Jennifer Knapp and a handful of other parents have kept their children at public schools that serve Costa Mesa's Mesa Verde neighborhood, despite many families fleeing to private schools and public schools in neighboring Huntington Beach. They remain, they say, because the teachers are talented, their children benefit from diverse classmates, and they believe in the concept of neighborhood schools.
"When you're a part of a school in your community, you're more tied in," said Knapp, who now advocates for Estancia High School, where her youngest attends. She imagines, with more Mesa Verde families going to community schools, "the stronger our neighborhood could be."
Many leave their neighborhood's Newport-Mesa Unified School District campuses — Adams, TeWinkle Intermediate School and Estancia High — because they believe students learning English will be a drag on their children who are already fluent. In defense, Adams educators say they have "differentiated education," for their 460 pupils; teachers simultaneously help the remedial students and challenge the advanced students.
The principal, 34-year-old Gabe Del Real, stresses that his teachers can push high-performers.
"Absolutely, we need to address their needs as much as any student who is performing below grade level, and that is something that we do," he said, his office wall lined with children's books ranging from"Where the Wild Things Are"to "Diary of a Wimpy Kid."

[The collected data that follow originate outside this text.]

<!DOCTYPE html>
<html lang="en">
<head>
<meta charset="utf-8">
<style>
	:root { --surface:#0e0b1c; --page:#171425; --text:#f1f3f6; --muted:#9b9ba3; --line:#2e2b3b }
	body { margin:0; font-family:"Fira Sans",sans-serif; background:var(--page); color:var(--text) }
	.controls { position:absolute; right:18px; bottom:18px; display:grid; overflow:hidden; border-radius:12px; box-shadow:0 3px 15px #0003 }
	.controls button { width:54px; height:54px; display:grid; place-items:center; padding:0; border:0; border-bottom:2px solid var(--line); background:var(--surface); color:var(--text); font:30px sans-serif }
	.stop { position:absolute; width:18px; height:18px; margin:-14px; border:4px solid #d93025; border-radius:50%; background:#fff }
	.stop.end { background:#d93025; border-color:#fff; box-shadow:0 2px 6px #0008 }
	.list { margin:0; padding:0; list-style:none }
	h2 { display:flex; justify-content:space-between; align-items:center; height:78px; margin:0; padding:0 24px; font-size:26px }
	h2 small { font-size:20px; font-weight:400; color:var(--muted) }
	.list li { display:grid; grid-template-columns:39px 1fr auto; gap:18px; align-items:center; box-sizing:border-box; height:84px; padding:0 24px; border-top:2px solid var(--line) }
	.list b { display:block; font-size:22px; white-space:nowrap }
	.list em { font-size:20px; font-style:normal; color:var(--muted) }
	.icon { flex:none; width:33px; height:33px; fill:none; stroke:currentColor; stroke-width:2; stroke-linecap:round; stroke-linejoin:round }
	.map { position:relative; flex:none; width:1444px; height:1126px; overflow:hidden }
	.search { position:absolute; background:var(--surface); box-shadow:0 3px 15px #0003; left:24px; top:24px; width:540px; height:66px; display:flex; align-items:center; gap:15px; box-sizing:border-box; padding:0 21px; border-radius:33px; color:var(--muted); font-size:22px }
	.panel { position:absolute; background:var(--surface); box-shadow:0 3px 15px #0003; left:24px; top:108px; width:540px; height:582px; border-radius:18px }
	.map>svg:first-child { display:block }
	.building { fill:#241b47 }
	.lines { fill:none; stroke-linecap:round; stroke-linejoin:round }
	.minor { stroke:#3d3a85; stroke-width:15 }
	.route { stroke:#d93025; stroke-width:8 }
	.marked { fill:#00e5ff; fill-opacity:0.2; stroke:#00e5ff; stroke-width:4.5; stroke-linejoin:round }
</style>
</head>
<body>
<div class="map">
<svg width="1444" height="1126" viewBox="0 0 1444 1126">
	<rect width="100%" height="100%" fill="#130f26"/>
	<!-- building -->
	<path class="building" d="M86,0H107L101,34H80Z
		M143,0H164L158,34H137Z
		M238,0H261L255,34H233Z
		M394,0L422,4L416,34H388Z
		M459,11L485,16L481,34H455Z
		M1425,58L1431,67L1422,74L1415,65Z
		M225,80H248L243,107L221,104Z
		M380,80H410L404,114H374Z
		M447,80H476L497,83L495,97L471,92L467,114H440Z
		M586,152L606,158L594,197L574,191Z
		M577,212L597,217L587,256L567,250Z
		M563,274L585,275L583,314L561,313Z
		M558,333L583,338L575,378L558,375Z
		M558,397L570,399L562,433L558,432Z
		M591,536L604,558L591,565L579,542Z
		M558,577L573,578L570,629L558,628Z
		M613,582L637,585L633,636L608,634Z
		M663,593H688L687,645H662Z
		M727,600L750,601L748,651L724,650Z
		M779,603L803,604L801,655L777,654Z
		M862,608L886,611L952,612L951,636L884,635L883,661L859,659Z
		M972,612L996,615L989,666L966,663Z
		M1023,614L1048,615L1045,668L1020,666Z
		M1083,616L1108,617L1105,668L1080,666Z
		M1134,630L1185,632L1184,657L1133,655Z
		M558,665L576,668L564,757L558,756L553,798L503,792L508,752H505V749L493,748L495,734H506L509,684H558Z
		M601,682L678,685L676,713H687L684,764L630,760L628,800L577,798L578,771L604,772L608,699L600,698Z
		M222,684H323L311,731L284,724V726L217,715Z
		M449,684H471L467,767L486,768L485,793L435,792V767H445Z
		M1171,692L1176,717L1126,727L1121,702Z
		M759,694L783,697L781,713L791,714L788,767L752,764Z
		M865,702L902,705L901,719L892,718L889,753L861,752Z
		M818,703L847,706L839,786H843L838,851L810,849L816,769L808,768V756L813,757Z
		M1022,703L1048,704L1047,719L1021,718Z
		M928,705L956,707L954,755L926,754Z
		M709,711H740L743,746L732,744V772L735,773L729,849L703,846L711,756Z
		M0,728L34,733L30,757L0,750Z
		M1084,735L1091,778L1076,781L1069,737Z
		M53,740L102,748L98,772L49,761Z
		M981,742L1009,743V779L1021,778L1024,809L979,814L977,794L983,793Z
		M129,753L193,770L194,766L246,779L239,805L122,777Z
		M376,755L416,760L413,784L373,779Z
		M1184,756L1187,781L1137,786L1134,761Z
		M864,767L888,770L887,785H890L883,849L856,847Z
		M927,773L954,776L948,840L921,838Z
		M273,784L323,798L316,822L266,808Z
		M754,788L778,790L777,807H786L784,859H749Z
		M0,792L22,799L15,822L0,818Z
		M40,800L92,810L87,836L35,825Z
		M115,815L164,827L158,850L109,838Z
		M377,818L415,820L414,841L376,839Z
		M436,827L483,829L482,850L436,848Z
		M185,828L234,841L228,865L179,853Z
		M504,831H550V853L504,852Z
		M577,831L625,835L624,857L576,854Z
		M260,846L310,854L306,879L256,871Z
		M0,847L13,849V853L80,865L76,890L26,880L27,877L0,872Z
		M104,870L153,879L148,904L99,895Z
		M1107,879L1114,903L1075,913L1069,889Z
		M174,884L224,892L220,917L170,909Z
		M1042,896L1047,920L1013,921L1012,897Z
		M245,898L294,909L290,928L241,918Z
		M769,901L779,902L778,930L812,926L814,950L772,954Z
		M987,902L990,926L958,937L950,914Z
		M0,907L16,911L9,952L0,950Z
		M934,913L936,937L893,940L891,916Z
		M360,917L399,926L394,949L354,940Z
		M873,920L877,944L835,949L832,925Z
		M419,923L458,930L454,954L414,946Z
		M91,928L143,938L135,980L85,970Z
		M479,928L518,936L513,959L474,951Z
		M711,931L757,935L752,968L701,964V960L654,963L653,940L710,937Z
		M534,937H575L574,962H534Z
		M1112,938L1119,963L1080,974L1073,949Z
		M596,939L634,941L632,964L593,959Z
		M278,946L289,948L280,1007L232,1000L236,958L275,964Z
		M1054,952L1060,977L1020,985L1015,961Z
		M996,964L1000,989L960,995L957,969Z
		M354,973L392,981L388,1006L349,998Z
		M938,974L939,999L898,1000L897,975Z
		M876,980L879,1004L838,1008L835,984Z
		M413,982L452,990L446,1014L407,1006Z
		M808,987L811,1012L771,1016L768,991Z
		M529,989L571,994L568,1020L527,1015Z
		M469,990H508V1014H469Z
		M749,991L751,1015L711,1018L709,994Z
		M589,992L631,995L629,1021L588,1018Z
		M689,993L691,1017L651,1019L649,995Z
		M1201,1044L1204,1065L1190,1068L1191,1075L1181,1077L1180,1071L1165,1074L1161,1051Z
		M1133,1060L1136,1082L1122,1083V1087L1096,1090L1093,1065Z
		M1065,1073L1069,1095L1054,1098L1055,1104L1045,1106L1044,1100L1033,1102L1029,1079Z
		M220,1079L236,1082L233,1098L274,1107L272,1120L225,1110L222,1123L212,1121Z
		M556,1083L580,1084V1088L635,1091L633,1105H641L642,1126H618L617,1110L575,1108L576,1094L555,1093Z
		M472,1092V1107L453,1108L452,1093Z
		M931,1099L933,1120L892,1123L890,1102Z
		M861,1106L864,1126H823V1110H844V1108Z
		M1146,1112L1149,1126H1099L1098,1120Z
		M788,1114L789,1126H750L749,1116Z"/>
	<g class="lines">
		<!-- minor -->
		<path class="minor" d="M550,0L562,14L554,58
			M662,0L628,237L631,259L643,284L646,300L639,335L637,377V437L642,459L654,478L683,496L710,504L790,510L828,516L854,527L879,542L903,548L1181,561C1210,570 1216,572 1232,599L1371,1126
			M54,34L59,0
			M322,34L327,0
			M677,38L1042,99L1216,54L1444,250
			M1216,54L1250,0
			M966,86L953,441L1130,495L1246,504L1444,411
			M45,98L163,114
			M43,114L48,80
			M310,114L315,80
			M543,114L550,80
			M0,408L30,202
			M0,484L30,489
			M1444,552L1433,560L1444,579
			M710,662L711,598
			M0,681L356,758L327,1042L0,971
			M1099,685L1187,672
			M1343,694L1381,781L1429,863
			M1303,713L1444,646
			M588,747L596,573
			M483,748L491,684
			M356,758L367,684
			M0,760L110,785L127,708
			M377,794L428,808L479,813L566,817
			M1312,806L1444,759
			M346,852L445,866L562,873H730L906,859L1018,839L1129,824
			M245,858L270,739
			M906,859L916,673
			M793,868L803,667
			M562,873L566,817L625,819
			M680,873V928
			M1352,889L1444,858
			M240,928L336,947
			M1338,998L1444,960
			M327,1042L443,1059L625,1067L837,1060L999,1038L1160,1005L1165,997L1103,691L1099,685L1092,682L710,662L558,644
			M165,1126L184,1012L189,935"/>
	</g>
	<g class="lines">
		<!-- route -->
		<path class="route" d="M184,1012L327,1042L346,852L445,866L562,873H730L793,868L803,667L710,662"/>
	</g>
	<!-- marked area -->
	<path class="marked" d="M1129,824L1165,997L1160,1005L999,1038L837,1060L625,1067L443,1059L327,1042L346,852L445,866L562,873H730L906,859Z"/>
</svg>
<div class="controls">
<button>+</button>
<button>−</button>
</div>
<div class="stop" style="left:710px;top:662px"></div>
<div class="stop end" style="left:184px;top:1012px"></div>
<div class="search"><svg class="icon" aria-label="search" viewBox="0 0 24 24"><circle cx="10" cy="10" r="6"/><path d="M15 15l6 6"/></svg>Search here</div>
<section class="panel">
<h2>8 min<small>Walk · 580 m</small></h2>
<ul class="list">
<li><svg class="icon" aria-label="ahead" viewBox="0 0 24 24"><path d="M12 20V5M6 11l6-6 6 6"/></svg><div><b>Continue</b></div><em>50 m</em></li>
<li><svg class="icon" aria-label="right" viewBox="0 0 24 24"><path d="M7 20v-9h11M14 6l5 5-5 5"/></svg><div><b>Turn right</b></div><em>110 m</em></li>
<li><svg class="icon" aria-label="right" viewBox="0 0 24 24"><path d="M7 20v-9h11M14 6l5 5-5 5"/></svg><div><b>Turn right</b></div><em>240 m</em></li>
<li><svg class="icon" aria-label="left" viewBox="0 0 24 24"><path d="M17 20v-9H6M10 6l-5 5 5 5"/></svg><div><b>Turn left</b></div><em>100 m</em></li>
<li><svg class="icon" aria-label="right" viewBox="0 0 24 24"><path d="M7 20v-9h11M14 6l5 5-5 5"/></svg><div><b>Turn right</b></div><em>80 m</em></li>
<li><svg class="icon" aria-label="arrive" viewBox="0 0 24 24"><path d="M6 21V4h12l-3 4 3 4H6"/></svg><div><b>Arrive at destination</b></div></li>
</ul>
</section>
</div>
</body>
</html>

But even some education professionals admit differentiation isn't always effective. They say some teachers lack training, and even the best trained find difficulty simultaneously pushing both advanced students and those still getting up to grade level.
"I think teachers can teach efficiently at both levels, but many teachers are not equipped to do that," said Eunice Pimentel, a team leader at Families and Schools Together (FAST), a Wisconsin-based global nonprofit that works locally with Westside parents. "While it can be done in a perfect world, it's not happening now."
Pimentel believes bilingual education, which is generally prohibited in California schools, is a better model.
Still, the holdout parents insist any student can excel at these schools.
"I have never had any doubts at all that they are getting the best education possible," said Julie Alighee, a PTA board member and a parent of an Adams student who spoke during a "community information night" designed to promote Adams to Mesa Verde parents.
She and other Mesa Verde mothers climbed the stage in Adams' multipurpose room and talked about how satisfied they were with the teachers and the school's offerings.
Dora Danesi, whose son Jackson will be starting sixth grade there, agrees.
"I do feel he is challenged," she said.
Jackson scored perfectly on a state standardized math test, she said, and he participates in programs designed for advanced students.
Another mother, Mella Hume, says her son Max excelled once his Adams teacher identified his reading strengths.
Max attended Christ Lutheran School in Costa Mesa before the family moved to Mesa Verde, but they decided to give Adams a shot when they met some satisfied parents in a youth soccer league. He had been struggling in reading at Christ Lutheran and the family had to pay more for tutoring, but as soon as he started at Adams his teacher realized his problem and Max outshined his past performance.